=== RECORDS FOR THIS EXERCISE ===
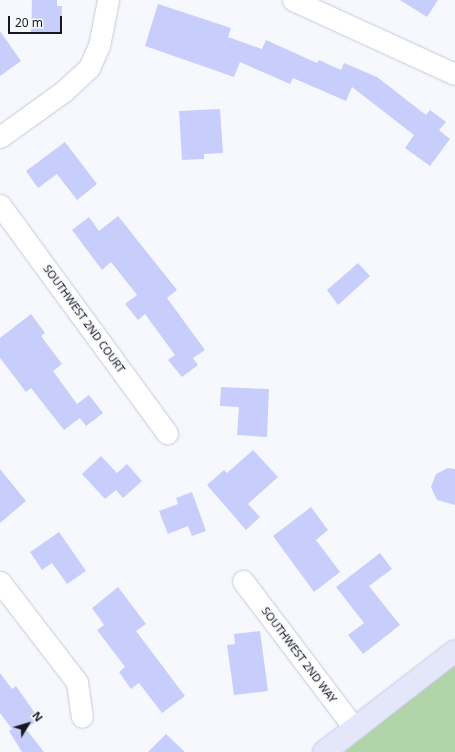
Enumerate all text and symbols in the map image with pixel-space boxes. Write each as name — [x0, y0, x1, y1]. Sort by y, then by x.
scale bar — [10, 8, 64, 34]
text: 20 m — [15, 14, 43, 31]
street label: SOUTHWEST 2ND COURT — [40, 262, 128, 376]
street label: SOUTHWEST 2ND WAY — [259, 605, 339, 705]
north arrow — [8, 704, 48, 744]
text: N — [29, 708, 47, 724]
===
### REQUIRED WORK
Repeat the data word for word. Images are not part of the copy.

### EXERCISE RESULT
Enumerate all text and symbols in the map image with pixel-space boxes. Write each as name — [x0, y0, x1, y1]. Sort by y, then by x.
scale bar — [10, 8, 64, 34]
text: 20 m — [15, 14, 43, 31]
street label: SOUTHWEST 2ND COURT — [40, 262, 128, 376]
street label: SOUTHWEST 2ND WAY — [259, 605, 339, 705]
north arrow — [8, 704, 48, 744]
text: N — [29, 708, 47, 724]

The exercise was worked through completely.